I am Sarah, the eldest daughter of Abdullah Al-Khalil; my father was born on 2/1/ 1961 in Al-Raqqa. My father studied law at the University of Aleppo and graduated from it in 1986. Just after his graduation, he worked in the office of a lawyer and then opened his own office. In addition to his legal work, he also worked as a volunteer for a human rights association in defense of prisoners of conscience and political detainees, in particular the detainees of Tadmur Prison.
As a result of his work and his position against the Assad regime, which was carried out in secret. He was being summoned by the intelligence for investigation every now and then because of suspicion or because of the reports of security informants. However, since the beginning of 2007, the year that my father nominated himself for the position of the Syrian presidency, all his everyday movements and even our lives became as a family became under surveillance, in particular after he was summoned by the Military Security in the city of Deir Ezzor, just after that incident of his candidacy, which made him known perhaps not only in Raqqa but to most Syrians for his forbidden act in Syria.
For everyone, Abdullah Al-Khalil is Lawyer Abdullah Al-Khalil, but for me, he is my father. Our relationship with him, as his five sons, was special; he was present in all the details of our lives. We found him easier to deal with, and he was more generous with us than our mother. He was always there to help us with our homework and answer our many childish questions. He always played with us. We always accompanied him to the farm we owned on the outskirts of Raqqa city. He insisted on taking care of the olive trees by himself. My brothers and I were so attached to him that we sometimes accompanied him to his workplace.
The year 2011 was a turning point in our family’s life. My father was one of the regular participants in the peaceful demonstrations and one of the organizers of the peaceful movement against the Assad regime. We also accompanied him in most of those demonstrations, for we used to share everything with him. He was arrested five times and imprisoned for periods ranging from forty to four days. For months, in the prison, they were putting various pressures on him, and he always came back in a deteriorating health condition. The regime even demolished our farm under the pretext that there were weapons in it.
In 2012, my father had to leave Raqqa to avoid a long arrest this time, and later in the same year, my mother and I left secretly to join him in Turkey. In Turkey, my father worked with Urfa State to deliver relief aid to the liberated Syrian area. He returned to Raqqa on 3/11/2013 immediately after its liberation, being the head of the local council of the province while we remained in Turkey. He visited us after going there three times before he was kidnapped while returning from his office in Raqqa to his brother’s house located on the outskirts of the city.
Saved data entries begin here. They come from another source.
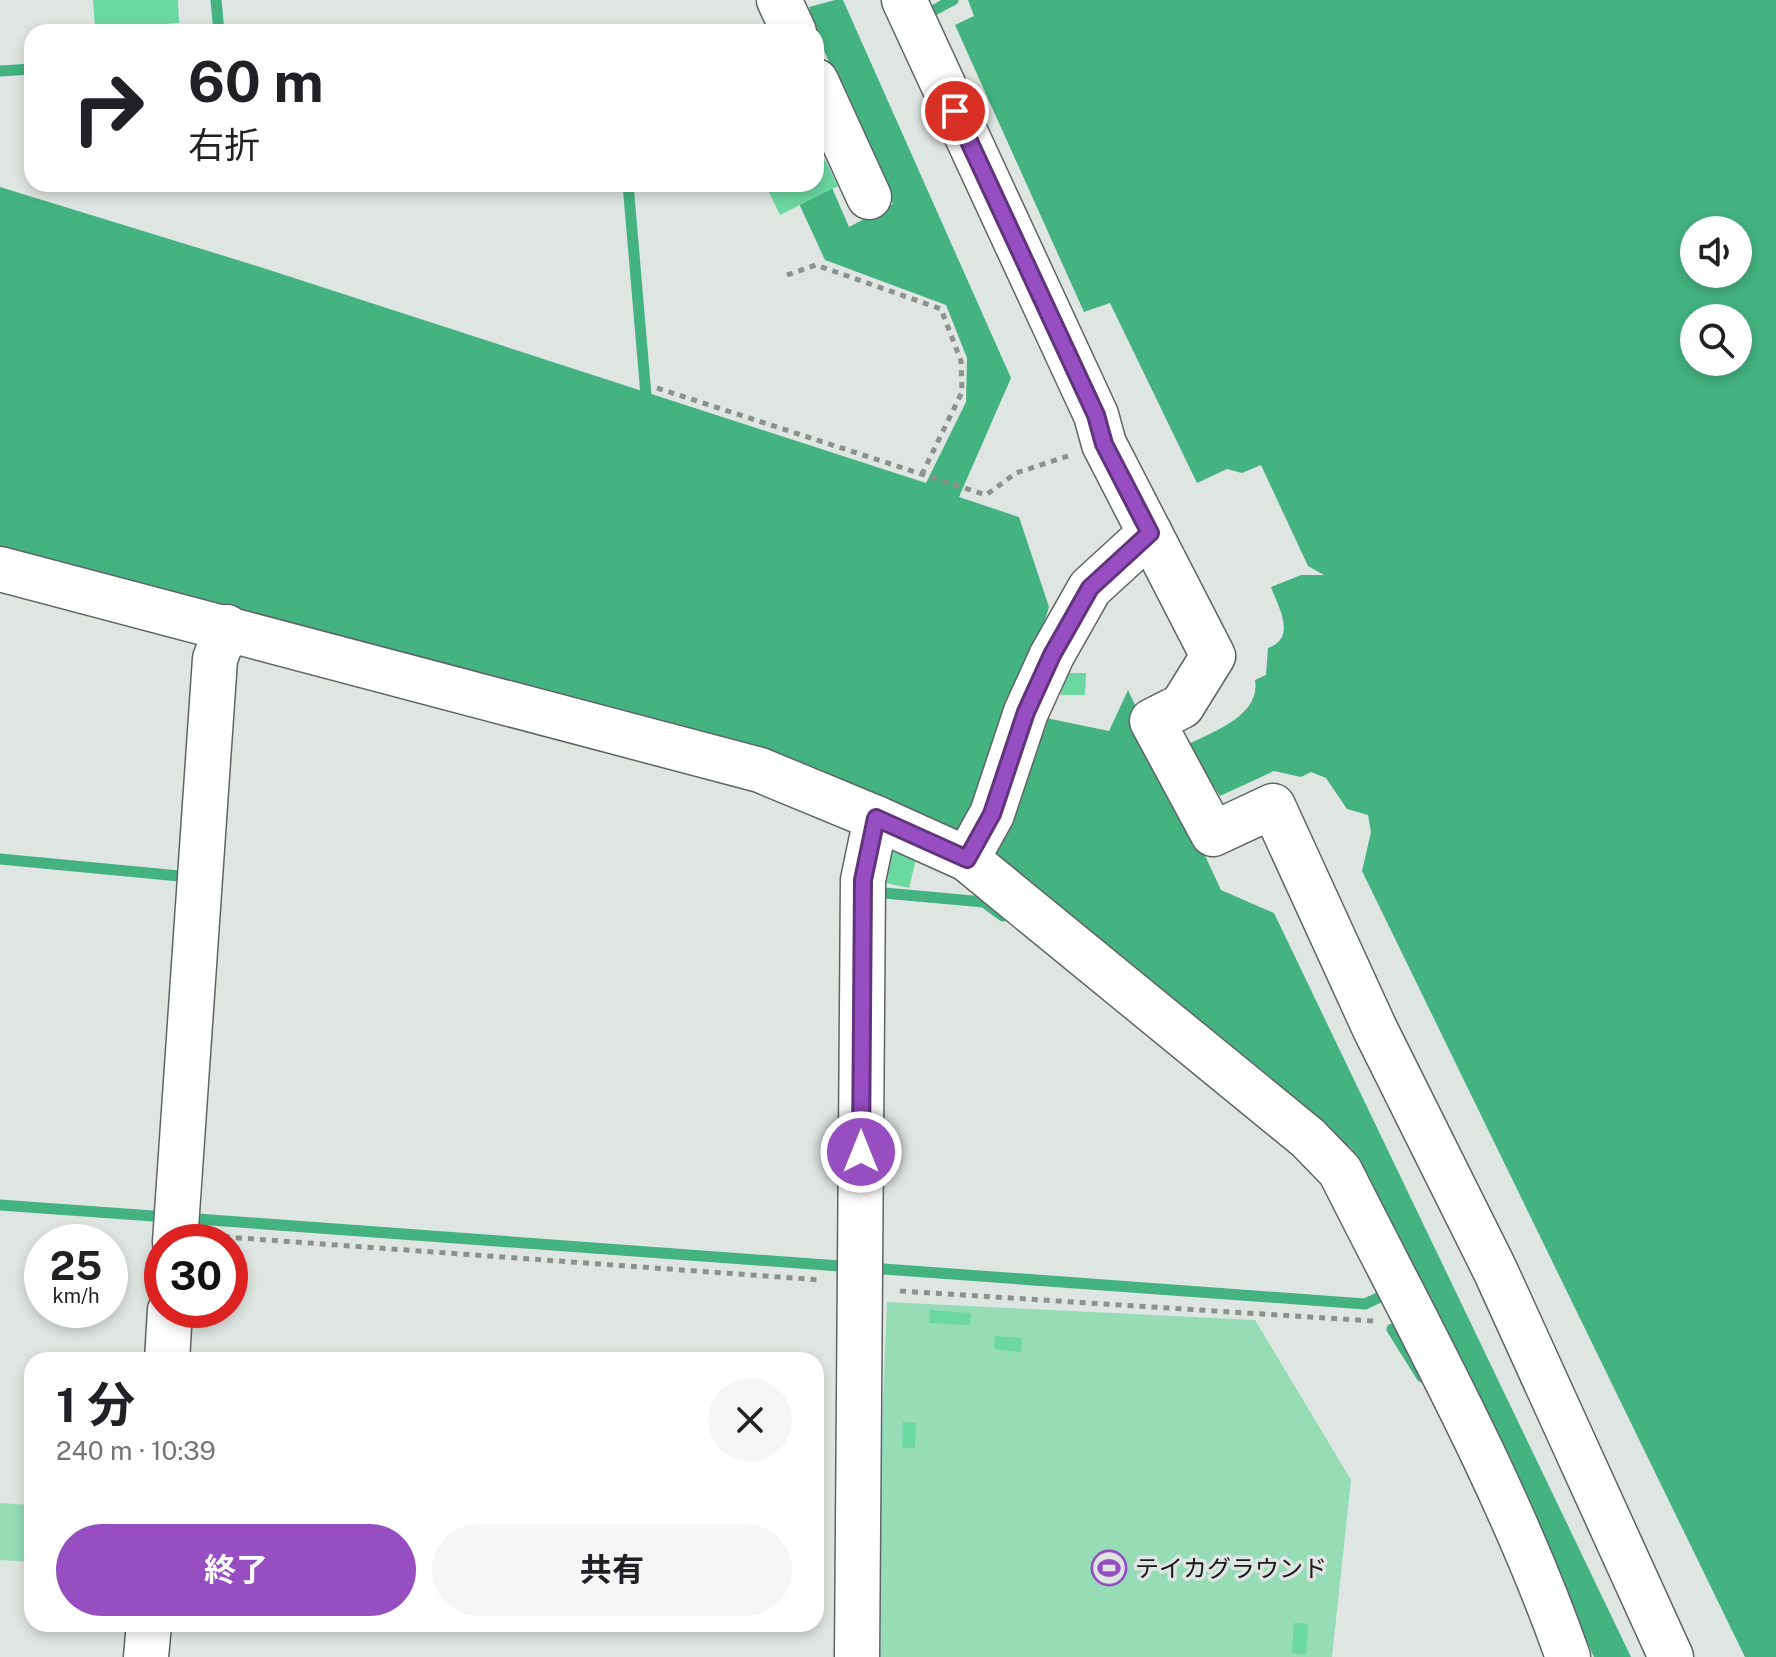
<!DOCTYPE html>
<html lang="ja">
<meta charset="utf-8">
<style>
body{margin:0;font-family:"Public Sans","Noto Sans JP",sans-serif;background:#f6f6f6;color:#202124;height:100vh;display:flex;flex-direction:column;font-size:30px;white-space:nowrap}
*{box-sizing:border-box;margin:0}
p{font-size:26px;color:#757577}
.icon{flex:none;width:44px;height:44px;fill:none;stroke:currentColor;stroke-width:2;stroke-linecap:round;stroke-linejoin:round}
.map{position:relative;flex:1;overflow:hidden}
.drawer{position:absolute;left:24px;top:1352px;width:800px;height:280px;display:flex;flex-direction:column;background:#fff;border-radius:24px;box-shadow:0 4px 12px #0003}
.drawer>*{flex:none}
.banner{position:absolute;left:24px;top:24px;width:800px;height:168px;border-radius:24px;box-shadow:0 4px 12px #0003;background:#fff;color:#202124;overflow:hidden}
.fabs{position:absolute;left:1680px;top:216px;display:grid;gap:16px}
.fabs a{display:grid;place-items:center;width:72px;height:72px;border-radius:50%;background:#fff;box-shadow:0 4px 12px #0003;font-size:40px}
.speed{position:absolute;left:24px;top:1224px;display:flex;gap:16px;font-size:40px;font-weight:700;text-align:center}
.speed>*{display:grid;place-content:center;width:104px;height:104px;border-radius:50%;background:#fff;box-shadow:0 4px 12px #0003;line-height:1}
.speed small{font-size:20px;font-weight:400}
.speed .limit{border:12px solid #d22;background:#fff;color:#111}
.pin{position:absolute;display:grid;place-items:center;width:68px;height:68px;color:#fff;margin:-34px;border:4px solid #fff;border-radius:50%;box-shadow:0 2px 8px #0007}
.me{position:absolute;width:88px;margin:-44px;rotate:0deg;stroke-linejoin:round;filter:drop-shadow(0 0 6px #0008)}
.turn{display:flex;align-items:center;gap:28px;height:168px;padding:0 32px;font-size:36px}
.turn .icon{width:104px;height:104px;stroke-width:2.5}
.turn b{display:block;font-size:56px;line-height:68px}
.round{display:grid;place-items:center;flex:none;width:84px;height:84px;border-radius:42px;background:#f6f6f6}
.headline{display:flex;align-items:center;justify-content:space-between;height:136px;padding:0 32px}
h1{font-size:48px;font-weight:700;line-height:60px}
.primary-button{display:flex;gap:16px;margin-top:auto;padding:16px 32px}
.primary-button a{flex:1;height:92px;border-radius:48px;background:#964ec0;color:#fff;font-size:32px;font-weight:700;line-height:92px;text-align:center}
.primary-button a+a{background:#f6f6f6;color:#202124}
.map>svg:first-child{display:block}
.green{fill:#95dcb7}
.water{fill:#44b281;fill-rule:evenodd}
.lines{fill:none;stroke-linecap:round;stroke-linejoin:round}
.stream{stroke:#44b281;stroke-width:11}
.building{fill:#6bd7a3}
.minor-casing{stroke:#5f6562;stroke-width:47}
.path{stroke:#8d918e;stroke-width:5;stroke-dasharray:6 6;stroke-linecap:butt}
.minor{stroke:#fff;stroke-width:44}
.route-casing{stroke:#62337d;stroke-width:20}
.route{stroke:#964ec0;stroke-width:14}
.labels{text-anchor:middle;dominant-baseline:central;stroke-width:7;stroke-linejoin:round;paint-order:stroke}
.poi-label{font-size:24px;fill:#181a19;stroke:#dfe5e1;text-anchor:start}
</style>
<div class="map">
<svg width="1776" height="1657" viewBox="0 0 1776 1657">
<rect width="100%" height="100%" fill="#dfe5e1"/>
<g class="green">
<polygon points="887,1302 1255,1320 1351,1480 1332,1657 873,1657"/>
<polygon points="0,1503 32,1505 32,1562 0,1560"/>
</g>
<g class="water">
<polygon points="835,0 843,0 1011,378 959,497 1019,517 1049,607 1017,712 1109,731 1128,690 1221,890 1274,913 1631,1657 1594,1657 1352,1149 958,838 0,553 0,187 257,266 926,483 966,402 967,358 946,305 825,260 790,184 816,184 816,151 849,227 893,204 818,37 809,7"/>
<path d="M968,0H1776V1657H1745L1362,871L1371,832L1368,815L1347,809L1326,778L1311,772L1301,777L1274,771L1220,796L1215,788L1205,793L1183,747C1210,732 1261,717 1255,680L1266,675L1268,648C1297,637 1279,609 1271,587L1301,575H1324L1308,566L1261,465L1242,473L1227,469L1197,483L1110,303L1084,312L955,25L974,16ZM1694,230H1738V274H1694ZM1694,318H1738V362H1694Z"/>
</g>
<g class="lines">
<g class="stream">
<polyline points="216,0 219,32"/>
<polyline points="925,15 953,0"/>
<polyline points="0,71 32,69"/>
<polyline points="628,184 647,407"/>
<polyline points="0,859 190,877"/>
<polyline points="873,892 984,902 1003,916"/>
<polyline points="0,1205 167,1217"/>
<polyline points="184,1218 853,1267"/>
<polyline points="870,1268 1365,1304 1393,1291"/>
<polyline points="159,1304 162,1260"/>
<polyline points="1392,1329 1422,1377"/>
</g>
</g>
<g class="building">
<polygon points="93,0 178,0 179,23 95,28"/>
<polygon points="816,142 838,186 780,215 765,184 816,184"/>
<polygon points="1061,673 1086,673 1085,695 1061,695"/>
<polygon points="888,839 919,847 909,888 878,881"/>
<polygon points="930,1310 971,1313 970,1325 929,1323"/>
<polygon points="995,1336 1022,1338 1021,1352 994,1349"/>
<polygon points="903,1422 916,1423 915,1448 902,1448"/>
<polygon points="1294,1623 1308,1624 1306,1655 1292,1653"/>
</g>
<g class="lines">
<g class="minor-casing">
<g id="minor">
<polyline points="779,0 794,32"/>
<polyline points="904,0 1096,415 1104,444 1213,656 1182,706 1152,721 1213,834 1273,806 1375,1029 1495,1270 1671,1657"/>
<polyline points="816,81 869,197"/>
<path d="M0,569L760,770L876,818L967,859L1308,1138L1340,1171C1420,1330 1509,1489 1568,1657"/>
<polyline points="967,859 992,814 1026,712 1052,655 1090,588 1150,533"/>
<polyline points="175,1242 215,659 227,627"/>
<polyline points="167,1360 170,1310"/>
<polyline points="146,1657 149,1624"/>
<polyline points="857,1657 863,880 876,818"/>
</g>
</g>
<g class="path">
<polyline points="787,275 816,265 941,309 961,361 962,392 923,472"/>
<polyline points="657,388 986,495 1016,473 1068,456"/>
<polyline points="212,1236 821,1280"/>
<polyline points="900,1291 1373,1321"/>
</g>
<use href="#minor" class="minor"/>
</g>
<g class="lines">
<g class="route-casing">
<polyline id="route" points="861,1152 863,880 876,818 967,859 992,814 1026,712 1052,655 1090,588 1150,533 1104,444 1096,415 955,111"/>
</g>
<use href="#route" class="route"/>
</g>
<defs>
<g id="stadium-ring" transform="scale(1.8)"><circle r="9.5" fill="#dfe5e1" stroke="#964ec0" stroke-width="1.5"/><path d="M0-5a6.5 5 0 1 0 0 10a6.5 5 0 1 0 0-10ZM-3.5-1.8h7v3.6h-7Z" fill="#964ec0"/></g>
</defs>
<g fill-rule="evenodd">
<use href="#stadium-ring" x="1109" y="1568"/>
</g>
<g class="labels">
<g class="poi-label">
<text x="1135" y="1568">テイカグラウンド</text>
</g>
</g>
</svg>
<div class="fabs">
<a><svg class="icon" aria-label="sound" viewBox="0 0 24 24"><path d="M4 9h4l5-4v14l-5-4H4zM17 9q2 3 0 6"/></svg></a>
<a><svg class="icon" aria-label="search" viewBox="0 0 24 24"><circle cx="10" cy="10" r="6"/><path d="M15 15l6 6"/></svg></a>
</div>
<div class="speed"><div>25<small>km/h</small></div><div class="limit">30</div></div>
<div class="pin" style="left:955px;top:111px;background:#d93025"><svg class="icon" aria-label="arrive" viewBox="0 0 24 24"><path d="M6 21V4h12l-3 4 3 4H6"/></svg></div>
<svg class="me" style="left:861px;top:1152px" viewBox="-20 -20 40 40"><circle r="17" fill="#964ec0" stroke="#fff" stroke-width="3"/><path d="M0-11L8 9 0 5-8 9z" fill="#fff"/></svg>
<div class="banner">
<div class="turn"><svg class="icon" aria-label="right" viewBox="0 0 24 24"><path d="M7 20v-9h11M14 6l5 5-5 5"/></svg><div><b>60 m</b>右折</div></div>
</div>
<section class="drawer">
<div class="headline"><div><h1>1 分</h1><p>240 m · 10:39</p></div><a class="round"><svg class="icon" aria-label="close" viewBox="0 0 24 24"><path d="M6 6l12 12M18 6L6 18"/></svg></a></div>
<div class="primary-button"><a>終了</a><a>共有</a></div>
</section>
</div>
That night, we were in contact with him before he left the office, and the next morning we were told that a group of masked men had intercepted him in the street and took him. At that time, kidnapping and ransom demand was common in Raqqa, so we thought at first that the matter would not take so long, but actually it took so long and nobody called to ask for anything. My father’s family asked both the Free Army and Ahrar al-Sham that controlled Raqqa at that time about him, but they did not get any information about him or even about the kidnapper.
With ISIS taking control of Raqqa later and seizing his office and house, we became sure that ISIS was behind that kidnapping. After ISIS took over the house, my mother returned to Raqqa in order to regain the house. She tried to
ask ISIS members who were in the house about the fate of my father, as they entered the house without removing the door and with the same key of which she owned a copy in her bag, and only my father owned another copy of it, for my mother noticed that the key was on the counter of the door. Those members told her to wait for the prince to ask him about my father, but she waited for a long time in vain. Therefore, she returned to Turkey.
After Raqqa was out of ISIS control, we tried to communicate with SDF through my father’s acquaintances and through the Syrian coalition. Whenever we saw news on the communication sites about finding detainees, we pursued the sources and tried to find out any information that assures us of his fate, whether he was alive or dead, but all the parties did not help us. I would like to say that my father’s absence made us grow up before our time, for we assumed a responsibility that we were not accustomed to in his presence. We had to bear his mysterious absence, which never allows sadness to take its normal course so that our souls reside. It is true that we live and grow and continue our studies, but we are always stuck in the moment of my father’s disappearance.